The area of a right triangle can be easily expressed as half the product of the two legs.
Area of triangle \(ABC\) is \(0.5AC\cdot{BC}\) and that of the triangle \(DBA\) is \(0.5AD\cdot{AB}\).

The question in fact is "Is \(AC\cdot{BC} = AB\cdot{AD}\)?"

(1) From \(AC^2=2AD^2\), we deduce that \(AC=\sqrt{2}AD\), which, if we plug into \(AC\cdot{BC} = AB\cdot{AD}\), we get \(\sqrt{2}AD\cdot{BC}=AB\cdot{AD}\), from which \(\sqrt{2}BC=AB\).

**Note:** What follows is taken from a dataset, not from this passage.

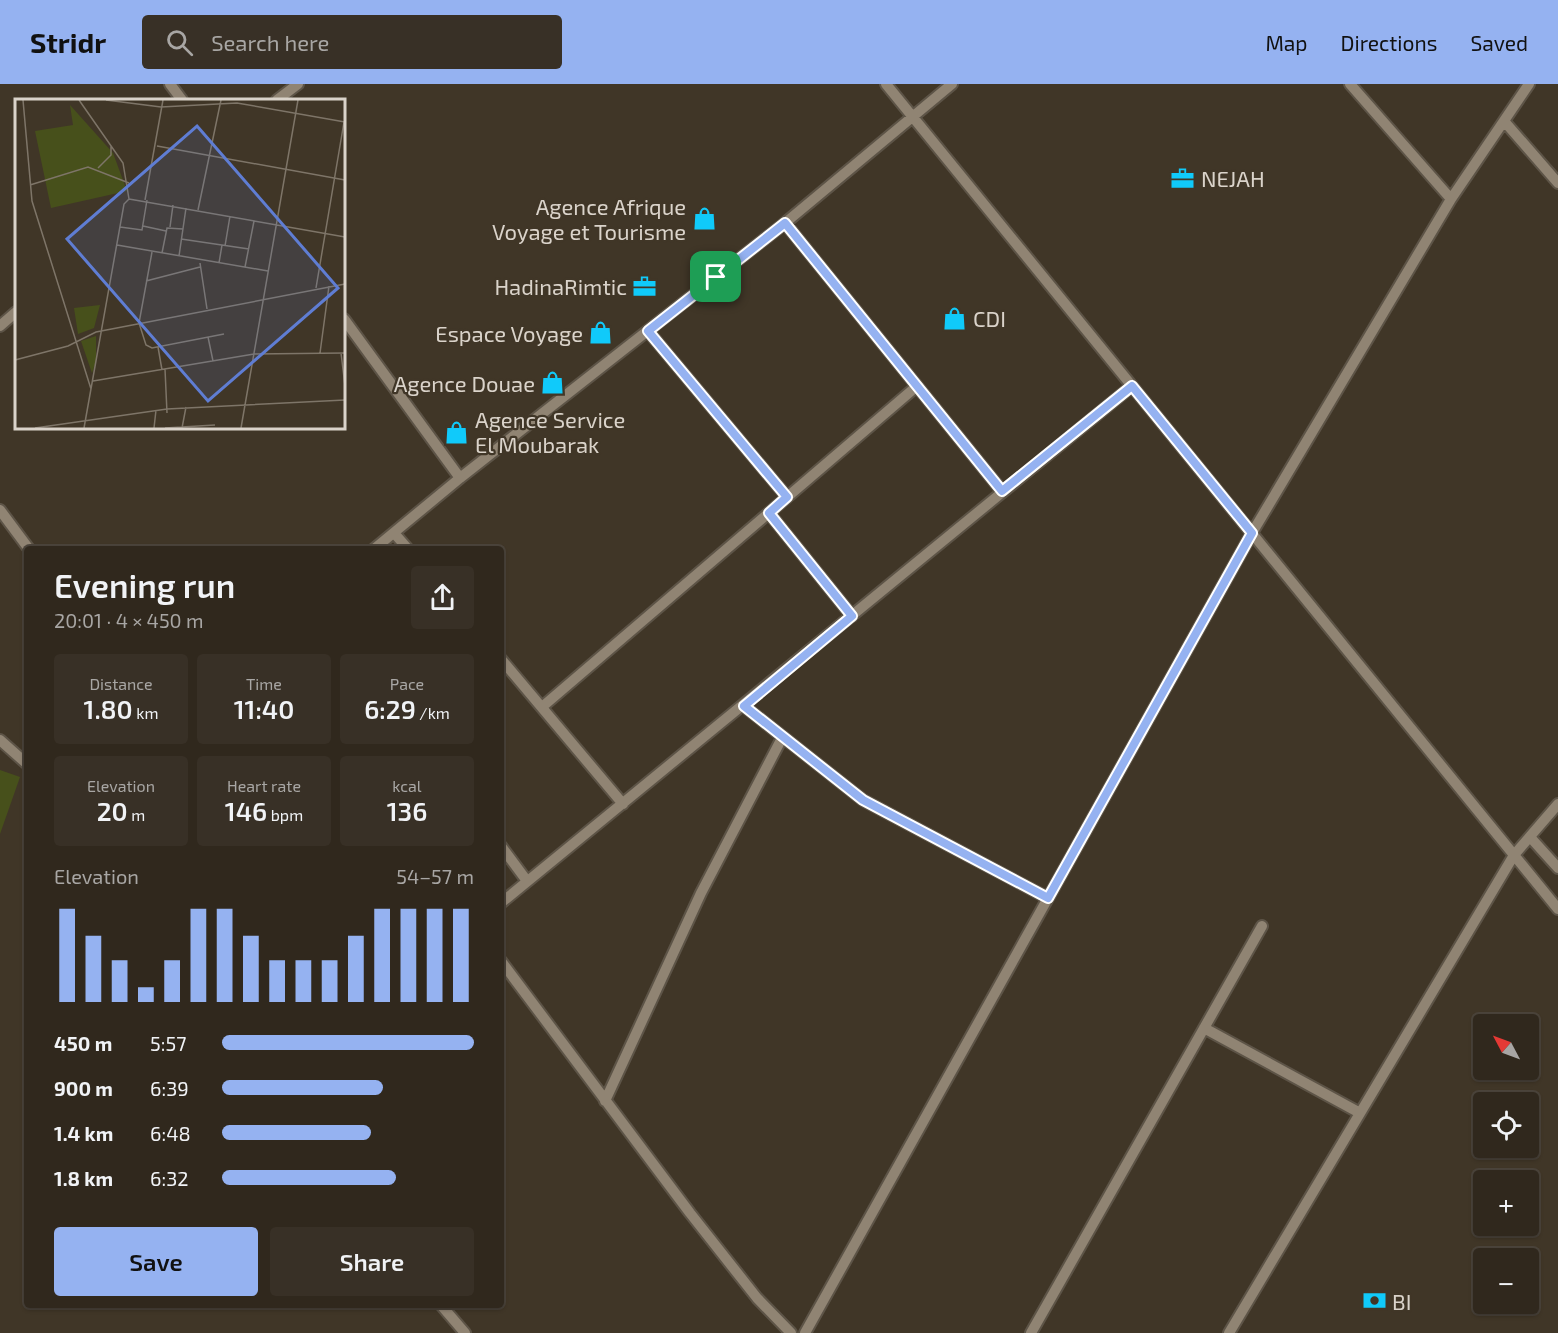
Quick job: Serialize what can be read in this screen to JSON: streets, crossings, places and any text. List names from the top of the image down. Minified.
{"places":{"office":["NEJAH","HadinaRimtic"],"shop":["Agence Afrique Voyage et Tourisme","CDI","Espace Voyage","Agence Douae","Agence Service El Moubarak"],"bank":["BI"]},"north":"top left","page":{"header":"Stridr","search":"Search here","nav":["Map","Directions","Saved"],"heading":["Evening run","20:01 · 4 × 450 m"],"stats":[["Distance","1.80 km"],["Time","11:40"],["Pace","6:29 /km"],["Elevation","20 m"],["Heart rate","146 bpm"],["kcal","136"]],"chart":["Elevation","54–57 m"],"map_buttons":["+","−"],"list":[{"name":"450 m","note":"5:57"},{"name":"900 m","note":"6:39"},{"name":"1.4 km","note":"6:48"},{"name":"1.8 km","note":"6:32"}],"buttons":["Save","Share"]}}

This means that triangle \(ABC\) should necessarily be isosceles, which we don't know.
Not sufficient.

(2) Obviously not sufficient, we don't know anything about \(AD\).

(1) and (2): If \(AC=BC=x\), then \(AB=x\sqrt{2}\), and \(AD=\frac{x}{\sqrt{2}}\).
Then \(AC\cdot{BC}=AB\cdot{AD}=x^2\).
Sufficient.

Answer C.


hi there :-)

how did you get from here \(\sqrt{2}AD\cdot{BC}=AB\cdot{AD}\), this \(\sqrt{2}BC=AB\)

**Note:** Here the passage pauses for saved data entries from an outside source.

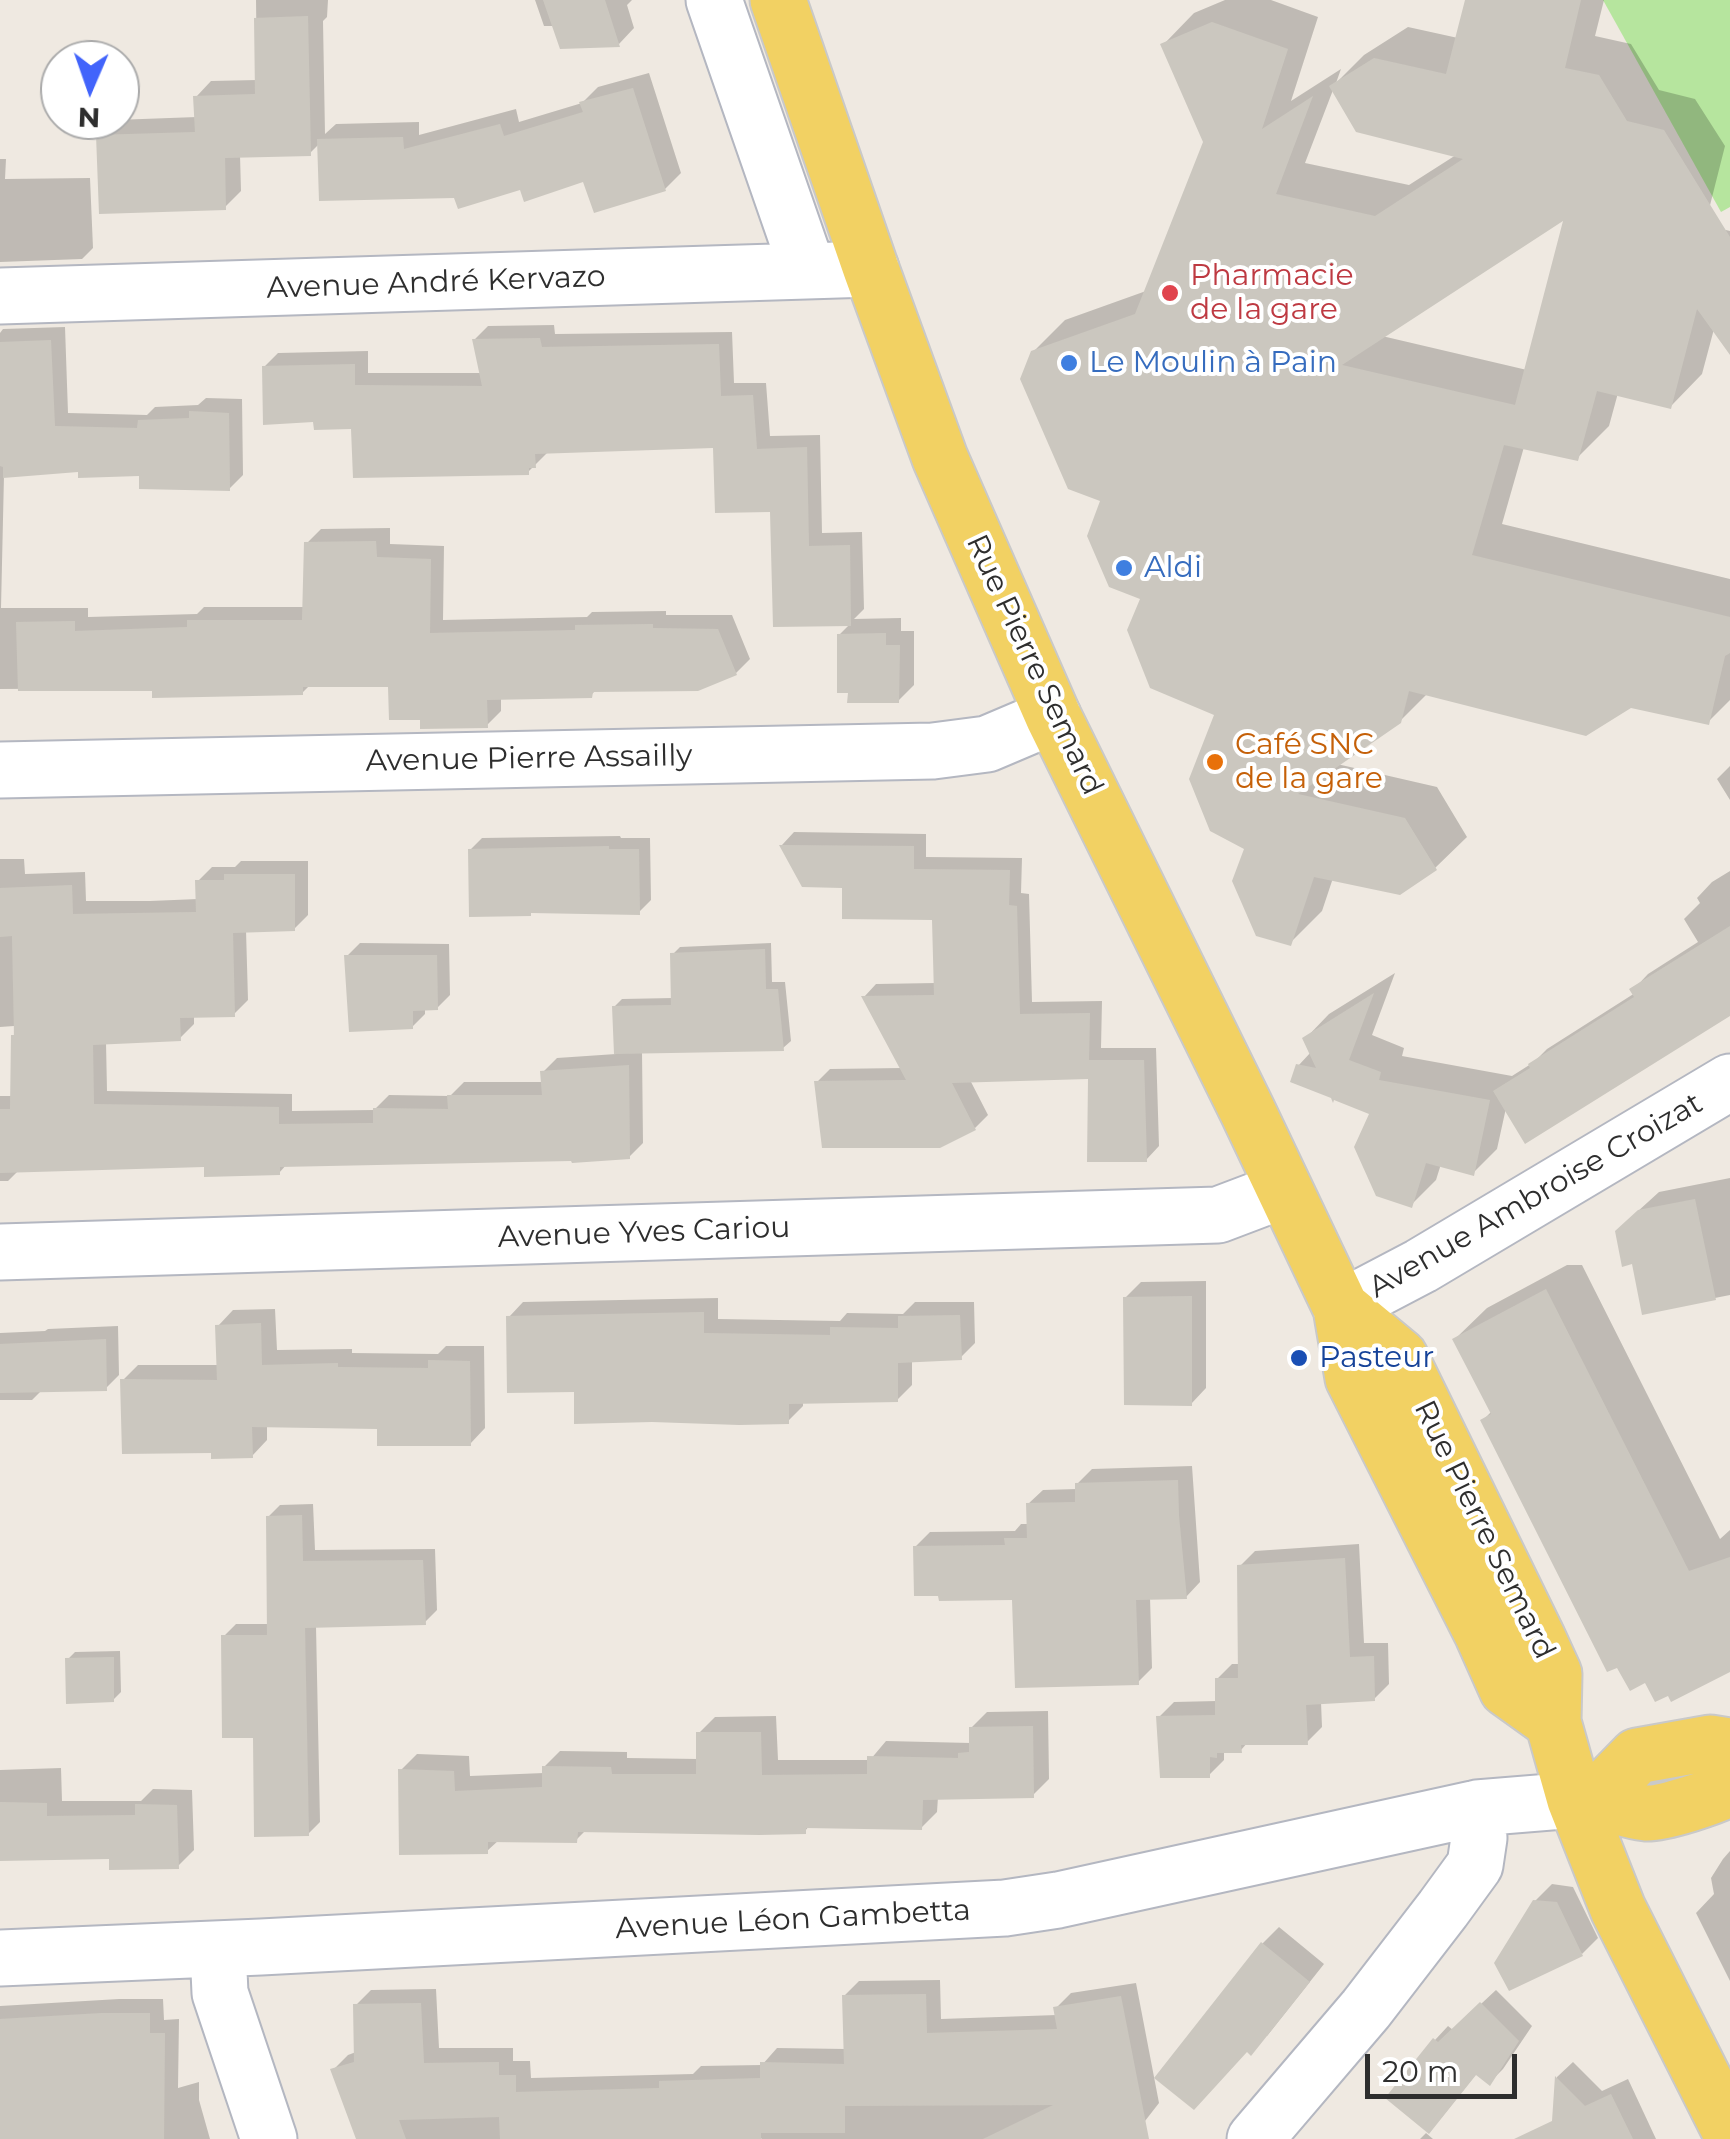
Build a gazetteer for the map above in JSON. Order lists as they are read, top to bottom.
{
  "streets": {
    "main road": ["Rue Pierre Semard"],
    "street": [
      "Avenue André Kervazo",
      "Avenue Pierre Assailly",
      "Avenue Ambroise Croizat",
      "Avenue Yves Cariou",
      "Avenue Léon Gambetta"
    ]
  },
  "crossings": [
    ["Avenue André Kervazo", "Rue Pierre Semard"],
    ["Rue Pierre Semard", "Avenue Pierre Assailly"],
    ["Rue Pierre Semard", "Avenue Ambroise Croizat"],
    ["Rue Pierre Semard", "Avenue Yves Cariou"],
    ["Rue Pierre Semard", "Avenue Léon Gambetta"]
  ],
  "places": [
    "Pharmacie de la gare",
    "Le Moulin à Pain",
    "Aldi",
    "Café SNC de la gare",
    "Pasteur"
  ],
  "scale_bar": "20 m",
  "north": "bottom"
}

you write " This means that triangle \(ABC\) should necessarily be isosceles, which we don't know. isnt here a word NOT omitted here :?


shouldnt it be like this "This means that triangle \(ABC\) should NOT necessarily be isosceles, which we don't know"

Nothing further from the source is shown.